Marie Kondo & Content Themes
If you’re struggling to determine what you should post, identifying content themes could be your best bet.
A content theme is basically there to help you identify any overarching ideas that you have that are associated with your brand and it’s products/services.
To really understand the idea of a content theme, let’s think about it in another way.
Let’s say that you own a clothing store and for one reason or another you were carrying around a big stack of papers that deal with various aspects of your business.
Unfortunately, you dropped the stack of papers and now the entire floor is covered.
At this point, you have two options. You can either scoop up all the papers with no rhyme or reason and continue on. Or, you can take some time and organize them.
For the sake of this blog, we’re going to go with the latter option.
In order to clean up these papers, you decide that it will make the most sense to first set up organizational bins that are marked by individual topics.
You sit back and start writing labels.
You know that a chunk of the papers dealt with your upcoming fall collection, you know another batch of papers offered style tips, another group touched on company updates, and then there were some papers that focused on the other items in your collection.
With all these overarching themes in mind, you start to organize these papers.
As you're going through the papers, you channel your inner Marie Kondo and ask yourself if these ideas spark joy.
In this case, an idea sparks joy if it provides value to your target audience.
If it does, it goes in its respective bin. If it doesn't, it goes in the trash.

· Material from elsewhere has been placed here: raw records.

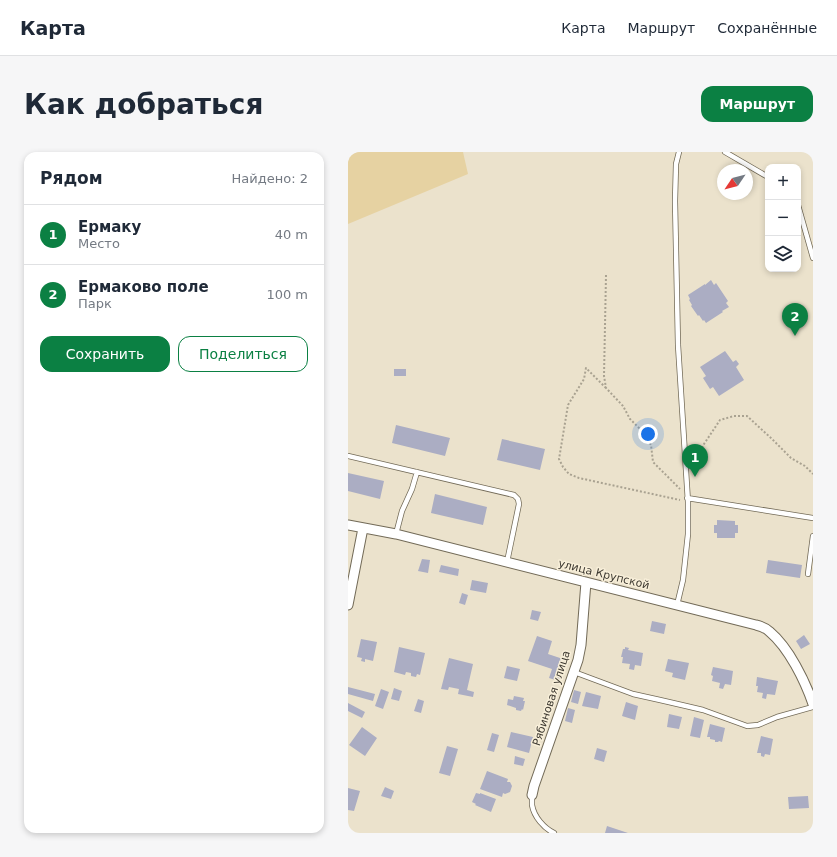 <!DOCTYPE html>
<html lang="ru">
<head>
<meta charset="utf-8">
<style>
  :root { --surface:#fff; --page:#f6f6f7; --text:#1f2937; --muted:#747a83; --line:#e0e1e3; --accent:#0b8043 }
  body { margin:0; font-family:"DejaVu Sans",sans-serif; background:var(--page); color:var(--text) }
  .controls { position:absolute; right:12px; top:12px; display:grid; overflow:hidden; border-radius:8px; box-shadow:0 2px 6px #0003 }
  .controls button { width:36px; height:36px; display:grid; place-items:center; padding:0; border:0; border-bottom:1px solid var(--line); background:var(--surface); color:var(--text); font:20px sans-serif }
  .compass { position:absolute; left:369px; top:12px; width:36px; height:36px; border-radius:50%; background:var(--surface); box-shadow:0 2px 6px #0003; rotate:235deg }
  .you { position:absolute; left:300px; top:282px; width:14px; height:14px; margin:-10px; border:3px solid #fff; border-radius:50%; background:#1a73e8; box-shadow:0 0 0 6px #1a73e833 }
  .badge { display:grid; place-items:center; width:26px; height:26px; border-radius:50%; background:var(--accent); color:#fff; font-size:13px; font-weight:700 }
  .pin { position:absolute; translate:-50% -33px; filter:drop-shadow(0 1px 2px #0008) }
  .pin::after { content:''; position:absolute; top:21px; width:14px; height:12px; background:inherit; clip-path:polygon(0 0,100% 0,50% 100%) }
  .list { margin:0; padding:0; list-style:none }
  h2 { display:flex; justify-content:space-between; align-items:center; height:52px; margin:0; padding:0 16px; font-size:17px }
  h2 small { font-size:13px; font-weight:400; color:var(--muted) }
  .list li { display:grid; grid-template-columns:26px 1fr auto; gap:12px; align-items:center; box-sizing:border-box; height:60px; padding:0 16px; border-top:1px solid var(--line) }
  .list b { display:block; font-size:15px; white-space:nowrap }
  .list p { margin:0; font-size:13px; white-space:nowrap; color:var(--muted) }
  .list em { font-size:13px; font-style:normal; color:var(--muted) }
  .actions { display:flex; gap:8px; padding:12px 16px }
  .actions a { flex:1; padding:9px 0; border:1px solid var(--accent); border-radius:12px; text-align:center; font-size:14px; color:var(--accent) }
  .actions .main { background:var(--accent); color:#fff }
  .icon { flex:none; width:22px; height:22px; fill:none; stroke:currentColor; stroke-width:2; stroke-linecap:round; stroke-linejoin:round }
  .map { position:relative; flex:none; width:465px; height:681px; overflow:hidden; border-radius:12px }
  header { display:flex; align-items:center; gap:24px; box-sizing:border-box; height:56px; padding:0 20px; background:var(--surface); border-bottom:1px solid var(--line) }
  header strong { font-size:19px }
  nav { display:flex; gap:22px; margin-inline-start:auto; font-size:14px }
  .intro { display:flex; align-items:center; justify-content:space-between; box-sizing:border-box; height:96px; padding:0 24px }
  h1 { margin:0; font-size:28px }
  .button { padding:10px 18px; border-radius:12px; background:var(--accent); color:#fff; font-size:14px; font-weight:700 }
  main { display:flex; gap:24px; padding:0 24px }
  aside { flex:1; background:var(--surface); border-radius:12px; box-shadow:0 2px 6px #0003 }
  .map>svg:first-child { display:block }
  .green { fill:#e6d2a2 }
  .building { fill:#abadc3 }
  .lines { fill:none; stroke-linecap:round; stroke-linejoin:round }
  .service-casing { stroke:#726a57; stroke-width:6 }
  .minor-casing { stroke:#726a57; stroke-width:11 }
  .path { stroke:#a9a291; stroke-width:2; stroke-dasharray:2 2; stroke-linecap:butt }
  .service { stroke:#fff; stroke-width:4.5 }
  .minor { stroke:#fff; stroke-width:9 }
  .labels { text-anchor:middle; stroke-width:3; stroke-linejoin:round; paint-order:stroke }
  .street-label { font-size:11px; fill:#3e3a32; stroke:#f8efd9 }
</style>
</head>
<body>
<header>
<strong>Карта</strong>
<nav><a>Карта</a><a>Маршрут</a><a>Сохранённые</a></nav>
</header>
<div class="intro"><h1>Как добраться</h1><a class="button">Маршрут</a></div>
<main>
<aside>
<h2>Рядом<small>Найдено: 2</small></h2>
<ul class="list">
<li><span class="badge">1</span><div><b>Ермаку</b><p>Место</p></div><em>40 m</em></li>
<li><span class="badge">2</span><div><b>Ермаково поле</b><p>Парк</p></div><em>100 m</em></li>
</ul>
<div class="actions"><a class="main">Сохранить</a><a>Поделиться</a></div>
</aside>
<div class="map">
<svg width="465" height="681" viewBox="0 0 465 681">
  <rect width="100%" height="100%" fill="#ebe2cc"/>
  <!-- green -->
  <path class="green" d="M0 0H115L120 22 0 72Z"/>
  <!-- building -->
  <path class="building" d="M363 128 366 133 368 131 380 149 378 151 381 155 374 159 375 160 358 171 356 168 355 169 351 163 350 164 343 154 344 153 341 148 342 147 340 143 357 132V133Z
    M377 199 385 210 388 208 391 212 388 215 396 228 371 244 365 235 362 237 355 226 358 224 352 215Z
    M46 217H58V224H46Z
    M48 273 102 286 97 304 44 291Z
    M154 287 197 297 192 318 149 308Z
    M0 321 36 329 32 347 0 339Z
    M87 342 139 355 135 373 83 361Z
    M369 368 387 369V373H390V381H387V386H369V381H366V373H369Z
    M74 407 82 408 80 421 70 419Z
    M420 408 454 413 452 426 418 421Z
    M93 413 111 417 110 424 91 420Z
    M124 428 140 431 138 441 122 438Z
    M114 441 120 443 117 453 111 451Z
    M184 458 193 460 190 469 182 467Z
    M304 469 318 472 316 482 302 479Z
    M456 483 462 492 453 497 448 489Z
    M189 484 204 489 200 502 218 508 211 529 201 526 204 517 180 509Z
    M13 487 29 490 25 509 17 507V510L13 509 14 506 9 505Z
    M51 495 77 501 72 523 69 522 68 525 63 524V521L58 520 57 523 46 520Z
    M277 495 281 496 280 498 295 501 293 514 287 513 286 518 281 517 282 512 274 511 275 505H273L275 497H277Z
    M101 506 125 512 119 538 126 540 125 545 110 542 111 537 101 535 100 538 93 537Z
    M320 507 341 511 337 528 324 525 325 521 317 519Z
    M159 514 172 517 169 529 156 526Z
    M365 515 385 519 383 533 377 532 375 537 371 536 372 531 364 529 365 524 363 523Z
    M409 525 430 529 427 543 419 542 418 547 414 546 415 541 409 540 410 534H408Z
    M0 535 27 542 25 549 0 542Z
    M46 536 54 539 51 549 43 547Z
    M33 537 41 540 35 557 27 554Z
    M226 538 233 540 230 552 223 550Z
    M238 540 253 544 250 557 234 554Z
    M166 544 176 546 175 549H177L175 558 174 557 173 559 168 558V556L159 553 160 547 165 548Z
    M70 547 76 549 73 561 66 559Z
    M278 550 290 554 287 568 274 564Z
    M0 551 17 560 14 566 0 559Z
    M220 556 227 558 224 571 217 569Z
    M321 562 334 565 331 577 319 575Z
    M346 565 356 568 352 586 342 584Z
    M362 572 377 576 374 590 371 589 370 590H367V588L362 587V585H359Z
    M14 575 29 586 17 604 1 593Z
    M163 580 185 585 181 601 159 595Z
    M144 581 151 583 146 600 139 598Z
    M413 584 425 587 422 603 417 602 416 605 413 604V601H409Z
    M99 594 110 597 102 624 91 621Z
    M249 596 259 599 256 610 246 607Z
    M167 604 177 607 175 614 166 612Z
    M139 619 160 627 159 630H162L164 634 162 640 157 642 155 641 154 645 132 637Z
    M37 635 46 639 43 647 33 644Z
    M0 636 12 639 6 659 0 658Z
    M128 641 132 642V641L148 647 143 660 127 653 128 652 124 650Z
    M460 644 461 656 441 657 440 645Z
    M259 674 280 681H257Z"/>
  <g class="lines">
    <defs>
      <path id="service" d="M377 0 420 25
        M450 53 465 106
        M0 304 166 343 170 347 171 352 159 410
        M339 346 465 366
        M48 382 54 359 64 337 69 320
        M460 422 465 384
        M329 453 335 428 340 382V350L330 193 327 49 328 12 331 0
        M226 520 285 542 312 548 338 554 355 558 399 574 410 573 429 565 465 555
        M184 643C184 646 184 650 184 653 186 665 196 676 206 681"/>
      <path id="minor" d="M0 373 48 382 408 473C413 474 418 476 422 480 441 496 457 529 465 552
        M0 453 15 376
        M184 643 186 634 230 508 233 493 238 430"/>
    </defs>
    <!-- service casing -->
    <use href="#service" class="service-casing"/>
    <!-- minor casing -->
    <use href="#minor" class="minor-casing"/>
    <!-- path -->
    <path class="path" d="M258 123 256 224 258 236 275 254 282 267 292 277 303 293 305 310 332 337
      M258 236 238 216 236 227 220 253 211 307 215 315 221 322 231 326 332 348
      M346 310 356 292 372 268 386 264H399L424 287 443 306 457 314 465 322"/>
    <!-- service -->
    <use href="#service" class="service"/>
    <!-- minor -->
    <use href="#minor" class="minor"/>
  </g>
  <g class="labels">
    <!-- street labels -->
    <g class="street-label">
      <text transform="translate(256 422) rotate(14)" y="4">улица Крупской</text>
      <text transform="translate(203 546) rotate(-72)" y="4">Рябиновая улица</text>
    </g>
  </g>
</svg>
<div class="controls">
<button>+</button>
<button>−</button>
<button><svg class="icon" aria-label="layers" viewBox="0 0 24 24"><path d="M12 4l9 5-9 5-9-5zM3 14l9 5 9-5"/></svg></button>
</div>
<svg class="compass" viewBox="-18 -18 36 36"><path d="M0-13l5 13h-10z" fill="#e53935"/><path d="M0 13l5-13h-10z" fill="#747a83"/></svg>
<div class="you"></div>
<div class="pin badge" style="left:347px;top:325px">1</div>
<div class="pin badge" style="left:447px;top:184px">2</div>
</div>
</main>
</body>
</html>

So, when you see a paper that talks about your fall collection you put it into the “Fall Collection” bin and when you see a paper that talks about style tips, you put it in the “style tips” bin. You see where I’m going, right?
Before you know it, all of the papers have been plucked from the floor and placed into their associated bins and the ideas that didn't spark joy are donated to the bad-idea bin.
Now, everything is organized which makes it easier for you to access and then leverage your ideas in the future.
This is exactly how content themes work.
You’re basically creating organizational bins based on your brand and it’s offerings and taking a mixed bag of ideas and placing them in those bins to store and then use on a later date.
Content themes should be used in a rotation to add variety to your content but to also stay true to your brand and what you’re trying to accomplish and of course, provide consistent value to your target audience.